# 5 1/2" Goldfish in 5 gallon tank. Overstocked?



## BettaFriend (Oct 14, 2010)

Yes, that is right. 5 1/2" goldfish in a five gallon tank.

I know you are probably thinking, "that's cruel, you are a cruel owner." And I guess you would be right, except for...it's my older brothers goldfish.

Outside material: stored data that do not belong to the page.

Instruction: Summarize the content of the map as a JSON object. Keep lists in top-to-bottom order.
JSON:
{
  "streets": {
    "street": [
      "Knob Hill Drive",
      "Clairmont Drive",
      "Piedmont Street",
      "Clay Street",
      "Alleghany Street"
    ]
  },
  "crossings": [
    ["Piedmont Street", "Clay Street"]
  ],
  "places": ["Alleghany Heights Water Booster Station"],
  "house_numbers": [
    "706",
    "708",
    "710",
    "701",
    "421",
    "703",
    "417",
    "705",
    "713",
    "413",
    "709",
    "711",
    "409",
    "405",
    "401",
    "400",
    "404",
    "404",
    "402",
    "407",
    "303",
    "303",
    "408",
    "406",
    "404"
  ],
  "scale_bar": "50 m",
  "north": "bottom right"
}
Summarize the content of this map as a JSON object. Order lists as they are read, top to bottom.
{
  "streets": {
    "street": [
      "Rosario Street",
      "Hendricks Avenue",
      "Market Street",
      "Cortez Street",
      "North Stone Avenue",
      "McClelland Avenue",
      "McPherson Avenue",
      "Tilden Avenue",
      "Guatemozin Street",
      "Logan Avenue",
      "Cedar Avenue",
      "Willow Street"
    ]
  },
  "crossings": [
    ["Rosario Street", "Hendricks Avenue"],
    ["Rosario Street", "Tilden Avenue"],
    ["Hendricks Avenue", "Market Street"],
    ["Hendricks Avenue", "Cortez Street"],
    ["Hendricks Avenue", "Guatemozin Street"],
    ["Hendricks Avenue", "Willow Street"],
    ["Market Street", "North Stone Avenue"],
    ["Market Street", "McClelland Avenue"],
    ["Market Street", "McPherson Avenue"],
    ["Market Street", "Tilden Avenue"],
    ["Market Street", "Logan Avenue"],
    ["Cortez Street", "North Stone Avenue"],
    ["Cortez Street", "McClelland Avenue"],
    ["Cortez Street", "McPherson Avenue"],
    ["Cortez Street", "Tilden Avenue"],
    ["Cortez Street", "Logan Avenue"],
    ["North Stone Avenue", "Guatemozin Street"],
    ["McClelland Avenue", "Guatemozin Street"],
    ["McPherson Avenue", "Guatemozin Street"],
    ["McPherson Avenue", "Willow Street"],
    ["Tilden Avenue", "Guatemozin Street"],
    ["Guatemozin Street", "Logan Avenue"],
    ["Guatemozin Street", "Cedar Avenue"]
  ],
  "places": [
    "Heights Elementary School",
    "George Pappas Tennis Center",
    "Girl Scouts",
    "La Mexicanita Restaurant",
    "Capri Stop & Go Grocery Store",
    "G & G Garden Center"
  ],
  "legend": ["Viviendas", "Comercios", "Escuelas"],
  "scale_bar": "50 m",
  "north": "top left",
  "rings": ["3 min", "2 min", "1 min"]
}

What do you think about it? I need to know if my brother needs to get a bigger tank for his goldfish. Any imput will be appreciated. Thanks!


----------



## Corwin (May 23, 2010)

yes he needs a much larger tank for 5 goldfish.


----------



## emc7 (Jul 23, 2005)

5.5"? time for a pond


----------



## FishMatt (May 12, 2010)

Yes time for a pond. Goldfish needs a minimum of 23 gallons to it self.


----------



## Revolution1221 (Apr 20, 2010)

the goldfish is actually still alive living in that small of tank?


----------



## pinetree (Nov 29, 2009)

I can't tell if you're saying he has five fish that are 1/2" long, or one fish that is 5 1/2 inches long. Either way, the answer is that a 5 gallon tank is too small for even one goldfish of any size.


----------



## PostShawn (Dec 22, 2009)

At the very minimum it's 15 gallons for the first goldfish and 10-15 gallons per goldfish after that. If you can't provide that type of space I would search for a store that would take it in or a person with a pond to adopt it. Ideally I would get a 25-30 gallon tank for just that one fish. The problem isn't the goldfish size to the tank size, even though a 5 gallon is way to small. It's that goldfish are large waste producers. That means the water will always be unhealthy for the fish. 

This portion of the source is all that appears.